Ehrlichia canis-infectie bij honden is verdeeld in 3 fasen;
ACUTE FASE: Dit is over het algemeen een zeer milde fase.De hond zal lusteloos zijn, geen eten meer hebben en kan vergrote lymfeklieren hebben.Er kan ook koorts zijn, maar deze fase doodt zelden een hond.De meesten ruimen het organisme op zichzelf op, maar sommigen gaan door naar de volgende fase.
SUBKLINISCHE FASE: In deze fase lijkt de hond normaal.Het organisme heeft zich in de milt opgesloten en houdt zich daar feitelijk schuil.
CHRONISCHE FASE: In deze fase wordt de hond opnieuw ziek.Tot 60% van de honden die besmet zijn met E. canis zullen abnormale bloedingen krijgen als gevolg van een verminderd aantal bloedplaatjes.Als gevolg van langdurige immuunstimulatie kan een diepe ontsteking in de ogen optreden, ‘uveïtis’ genaamd.Neurologische effecten kunnen ook worden waargenomen.
De definitieve diagnose van Ehrlichia canis vereist visualisatie van morula in monocyten op cytologie, detectie van E. canis-serumantilichamen met de indirecte immunofluorescentie-antilichaamtest (IFA), amplificatie van de polymerasekettingreactie (PCR) en/of gelblotting (Western-immunoblotting).
De steunpilaar van de preventie van ehrlichiose bij honden is tekenbestrijding.Het voorkeursgeneesmiddel voor de behandeling van alle vormen van ehrlichiose is doxycycline gedurende minimaal één maand.Er zou een dramatische klinische verbetering moeten optreden binnen 24-48 uur na het starten van de behandeling bij honden met de ziekte in de acute fase of milde chronische fase.Gedurende deze periode begint het aantal bloedplaatjes te stijgen en zou binnen 14 dagen na aanvang van de behandeling normaal moeten zijn.

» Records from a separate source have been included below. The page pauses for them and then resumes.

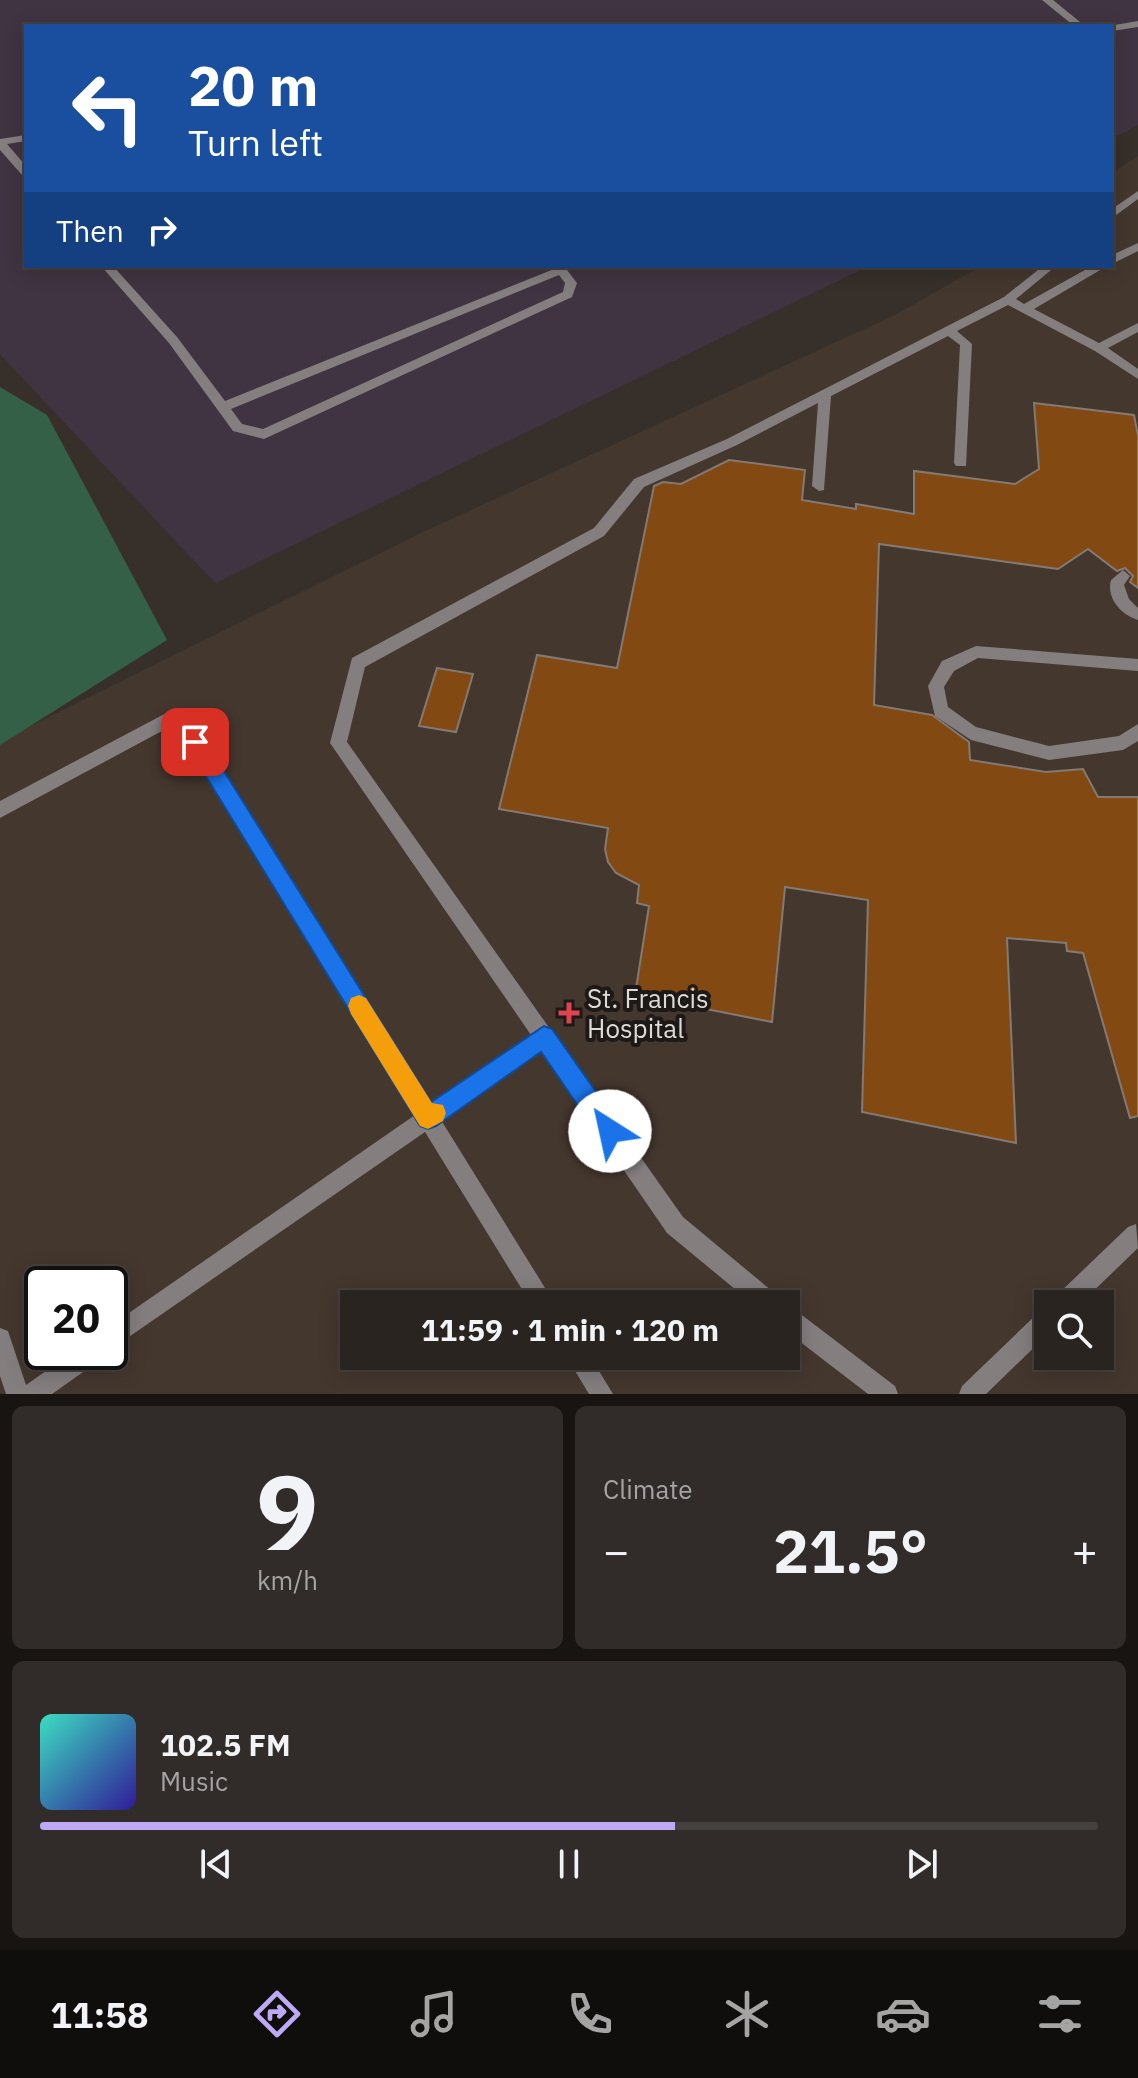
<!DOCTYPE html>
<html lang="en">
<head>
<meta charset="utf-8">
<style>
  body { margin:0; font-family:"IBM Plex Sans",sans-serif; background:#312c29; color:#f1f3f6; height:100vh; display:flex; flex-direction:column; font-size:30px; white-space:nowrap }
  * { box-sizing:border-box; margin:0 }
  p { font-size:26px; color:#a5a4a5 }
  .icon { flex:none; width:44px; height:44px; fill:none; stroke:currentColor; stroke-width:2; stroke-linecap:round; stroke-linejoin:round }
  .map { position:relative; height:1394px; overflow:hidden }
  .sheet { display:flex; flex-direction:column; gap:12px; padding:12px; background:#171412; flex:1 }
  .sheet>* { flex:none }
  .top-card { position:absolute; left:24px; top:24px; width:1090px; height:244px; border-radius:0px; box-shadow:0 4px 20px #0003,0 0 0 2px #45413e; background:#1a4fa0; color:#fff; overflow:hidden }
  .fabs { position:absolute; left:1034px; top:1290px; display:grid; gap:16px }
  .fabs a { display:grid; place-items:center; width:80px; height:80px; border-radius:0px; background:#292420; box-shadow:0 4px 20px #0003,0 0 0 2px #45413e; font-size:40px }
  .speed { position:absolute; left:24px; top:1266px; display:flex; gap:16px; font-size:40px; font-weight:700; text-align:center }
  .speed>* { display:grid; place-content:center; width:104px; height:104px; border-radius:50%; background:#292420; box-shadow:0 4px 20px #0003,0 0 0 2px #45413e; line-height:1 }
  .speed .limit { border:4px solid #111; border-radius:12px; background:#fff; color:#111 }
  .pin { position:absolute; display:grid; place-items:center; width:68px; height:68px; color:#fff; margin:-34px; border-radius:16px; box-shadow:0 4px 12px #0006 }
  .me { position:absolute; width:88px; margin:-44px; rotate:325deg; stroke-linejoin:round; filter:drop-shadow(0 0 6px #0008) }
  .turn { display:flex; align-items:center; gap:28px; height:168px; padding:0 32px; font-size:36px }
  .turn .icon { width:104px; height:104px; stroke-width:2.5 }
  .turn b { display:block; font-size:56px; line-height:68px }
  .then { display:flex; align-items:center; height:76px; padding:0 32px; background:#0003; gap:16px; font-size:30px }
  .big { font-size:60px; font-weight:700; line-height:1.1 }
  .sheet .tile { flex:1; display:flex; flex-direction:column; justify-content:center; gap:12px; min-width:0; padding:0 28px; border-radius:12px; background:#312c29 }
  .sheet .dial { align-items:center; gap:0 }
  .dial b { font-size:104px; line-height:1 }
  .song { display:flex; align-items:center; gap:24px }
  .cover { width:96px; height:96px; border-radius:12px; background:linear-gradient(135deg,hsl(170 70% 55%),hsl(250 70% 35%)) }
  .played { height:8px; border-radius:4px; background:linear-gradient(90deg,#bda9f5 60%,#45413e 60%) }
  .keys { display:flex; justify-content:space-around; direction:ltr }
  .heat { display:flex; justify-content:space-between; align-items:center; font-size:44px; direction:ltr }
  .sheet .tiles { flex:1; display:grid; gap:12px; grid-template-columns:1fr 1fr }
  .tile:last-child { grid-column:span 2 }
  .trip { position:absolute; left:340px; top:1290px; width:460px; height:80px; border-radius:0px; background:#292420; box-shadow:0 4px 20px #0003,0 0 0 2px #45413e; font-weight:700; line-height:80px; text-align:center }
  .tab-bar { display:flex; height:128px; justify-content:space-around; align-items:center; background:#100e0d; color:#a5a4a5 }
  .tab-bar .icon { width:56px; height:56px }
  .tab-bar .on { color:#bda9f5 }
  .tab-bar b { font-size:36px; color:#f1f3f6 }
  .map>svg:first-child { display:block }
  .industrial { fill:#413442 }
  .built { fill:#44372e; fill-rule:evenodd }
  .green { fill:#346048 }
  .building { fill:#824912; stroke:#837a74; stroke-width:2 }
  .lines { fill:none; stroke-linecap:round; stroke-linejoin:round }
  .lane { fill:#847e7f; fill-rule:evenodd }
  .route { fill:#1a73e8; stroke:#114b97; stroke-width:2 }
  .slow { fill:#f59e0b }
  .health-dot { fill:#e0444e; stroke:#1c1916; stroke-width:3 }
  .labels { text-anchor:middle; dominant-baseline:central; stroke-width:8; stroke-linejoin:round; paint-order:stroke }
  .poi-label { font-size:26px; fill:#dfdad7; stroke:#1c1916; text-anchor:start }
</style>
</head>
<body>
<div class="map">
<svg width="1138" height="1394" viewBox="0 0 1138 1394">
  <rect width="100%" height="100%" fill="#37302a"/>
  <path class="industrial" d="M0 0H1138V125L1112 139V26H26V266H869L215 583 0 354Z"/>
  <path class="built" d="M1138 156V1394H0V741L421 533 897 314 981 266H1112V173ZM42 1284H110V1352H42ZM354 1304H786V1356H354ZM1048 1304H1100V1356H1048Z"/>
  <path class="green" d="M0 387 47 415 167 640 0 745Z"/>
  <path class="building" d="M1034 403 1134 415 1138 436V588L1130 582 1133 576 1125 568 1117 571 1088 549 1058 569 879 544 874 705 932 715 969 742 970 760 1046 772 1083 769 1098 797H1138V1116L1130 1118 1083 953 1067 951 1066 943 1007 938 1016 1143 862 1112 868 900 785 887 772 1022 635 995 649 906 637 903 639 885 616 873 608 862 605 849 608 828 499 809 537 655 617 668 654 486 663 482 681 484 729 460 805 470 802 500 856 509V504L914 514V471L1015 484 1039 469Z
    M437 668 473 674 456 732 419 726Z"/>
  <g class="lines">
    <path class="lane" d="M1042 0H1053L1085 26H1074Z
      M1138 21V27L1112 31V26H1109Z
      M26 135V141L7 144 26 166V176L22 175 0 150V139Z
      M1138 191V199L1112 218V209Z
      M1138 243V251L1112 264V255Z
      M101 266H113L177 337 225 401 554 269 552 266H564L577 283 572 297 264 439 233 431 169 343ZM559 275 565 283 563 292 263 429 242 424 231 409Z
      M1043 266H1056L1016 299 1024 304 1092 266H1107L1034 309 1099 343 1138 323V332L1108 348 1138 369V379L1095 351 1008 305 957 331 972 344 966 466H956L954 463 960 345 948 336 831 396 824 490 819 491 812 486 818 403 737 445 644 487 604 536 365 667 347 742 683 1217 778 1296 781 1304H753L667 1233 541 1050 441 1120 555 1304H531L425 1132 110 1350V1326L415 1115 175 724 0 818V801L172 710 178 708 184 710 431 1104 531 1035 330 743 352 658 594 528 634 479 727 439 1004 297Z
      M1123 570 1130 576 1124 585 1129 599 1138 608V620C1121 615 1106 598 1111 580Z
      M976 646 1138 659V671L978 658 954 671 944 687 948 707 976 727 1049 746 1119 736 1138 724V741L1123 750 1049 760 971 740 935 716 928 686 942 661Z
      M1136 1224 1138 1248 1080 1304H1053L1056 1296 1128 1227Z
      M786 1306 794 1309 895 1386 898 1394H868L786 1331Z
      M1048 1308V1334L986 1394H959L962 1386 1040 1311Z
      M0 1328 8 1331 26 1385 73 1352H103L100 1360 52 1394H6L0 1376Z
      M566 1356H590L613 1394H589Z"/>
  </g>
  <path class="route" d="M195 734 202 736 431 1102 544 1026 552 1029 618 1123 621 1131 618 1139 610 1143 601 1139 541 1052 436 1126 428 1129 420 1126 188 747 186 742 188 736Z"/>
  <path class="slow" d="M359 995 366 998 432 1103 443 1105 446 1113 443 1121 428 1129 420 1126 351 1014 348 1006 351 998Z"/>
  <path class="health-dot" d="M565 1001h8v8h8v8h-8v8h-8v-8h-8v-8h8z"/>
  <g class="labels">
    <g class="poi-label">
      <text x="587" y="998">St. Francis<tspan x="587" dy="30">Hospital</tspan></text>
    </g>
  </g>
</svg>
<div class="fabs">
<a><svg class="icon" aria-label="search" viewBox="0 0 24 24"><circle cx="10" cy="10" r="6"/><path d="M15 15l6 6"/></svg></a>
</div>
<div class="speed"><div class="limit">20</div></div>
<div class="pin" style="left:195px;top:742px;background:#d93025"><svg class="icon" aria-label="arrive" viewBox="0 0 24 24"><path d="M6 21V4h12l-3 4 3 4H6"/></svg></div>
<svg class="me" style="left:610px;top:1131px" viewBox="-20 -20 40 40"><circle r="19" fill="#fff"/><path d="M0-13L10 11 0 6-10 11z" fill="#1a73e8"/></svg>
<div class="trip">11:59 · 1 min · 120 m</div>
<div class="top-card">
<div class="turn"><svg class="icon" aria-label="left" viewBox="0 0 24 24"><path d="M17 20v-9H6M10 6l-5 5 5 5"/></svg><div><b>20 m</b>Turn left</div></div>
<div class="then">Then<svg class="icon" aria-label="right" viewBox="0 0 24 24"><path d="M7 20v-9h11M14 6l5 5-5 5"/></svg></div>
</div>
</div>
<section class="sheet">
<div class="tiles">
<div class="tile dial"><b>9</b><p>km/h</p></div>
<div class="tile"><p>Climate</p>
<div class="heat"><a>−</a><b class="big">21.5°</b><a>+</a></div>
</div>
<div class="tile">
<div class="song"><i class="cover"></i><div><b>102.5 FM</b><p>Music</p></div></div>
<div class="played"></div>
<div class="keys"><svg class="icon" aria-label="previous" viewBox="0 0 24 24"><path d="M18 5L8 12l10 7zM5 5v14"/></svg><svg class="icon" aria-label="pause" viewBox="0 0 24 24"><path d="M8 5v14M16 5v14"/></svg><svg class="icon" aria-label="next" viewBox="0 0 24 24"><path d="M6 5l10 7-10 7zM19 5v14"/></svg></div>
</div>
</div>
</section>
<nav class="tab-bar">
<b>11:58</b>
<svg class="icon on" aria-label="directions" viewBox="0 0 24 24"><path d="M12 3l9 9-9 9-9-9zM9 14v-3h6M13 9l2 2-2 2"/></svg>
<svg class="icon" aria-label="music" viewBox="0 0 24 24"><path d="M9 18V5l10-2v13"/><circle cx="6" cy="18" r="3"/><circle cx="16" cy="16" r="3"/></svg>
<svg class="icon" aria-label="phone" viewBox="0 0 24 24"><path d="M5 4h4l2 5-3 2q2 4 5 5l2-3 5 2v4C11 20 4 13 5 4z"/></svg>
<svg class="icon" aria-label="climate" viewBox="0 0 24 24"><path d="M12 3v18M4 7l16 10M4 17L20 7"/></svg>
<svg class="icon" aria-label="car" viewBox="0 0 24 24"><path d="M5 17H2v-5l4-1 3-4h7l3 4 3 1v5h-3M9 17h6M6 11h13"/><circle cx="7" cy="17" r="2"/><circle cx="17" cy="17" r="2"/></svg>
<svg class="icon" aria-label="filters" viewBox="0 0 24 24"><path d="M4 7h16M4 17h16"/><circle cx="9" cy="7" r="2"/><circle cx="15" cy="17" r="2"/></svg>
</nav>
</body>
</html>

Na infectie is het mogelijk om opnieuw geïnfecteerd te raken;de immuniteit is niet blijvend na een eerdere infectie.
De beste preventie van ehrlichiose is om honden tekenvrij te houden.Dit omvat onder meer het dagelijks controleren van de huid op teken en het behandelen van honden met tekenbestrijding.Omdat teken andere verwoestende ziekten met zich meebrengen, zoals de ziekte van Lyme, anaplasmose en Rocky Mountain Spotted Fever, is het belangrijk om honden tekenvrij te houden.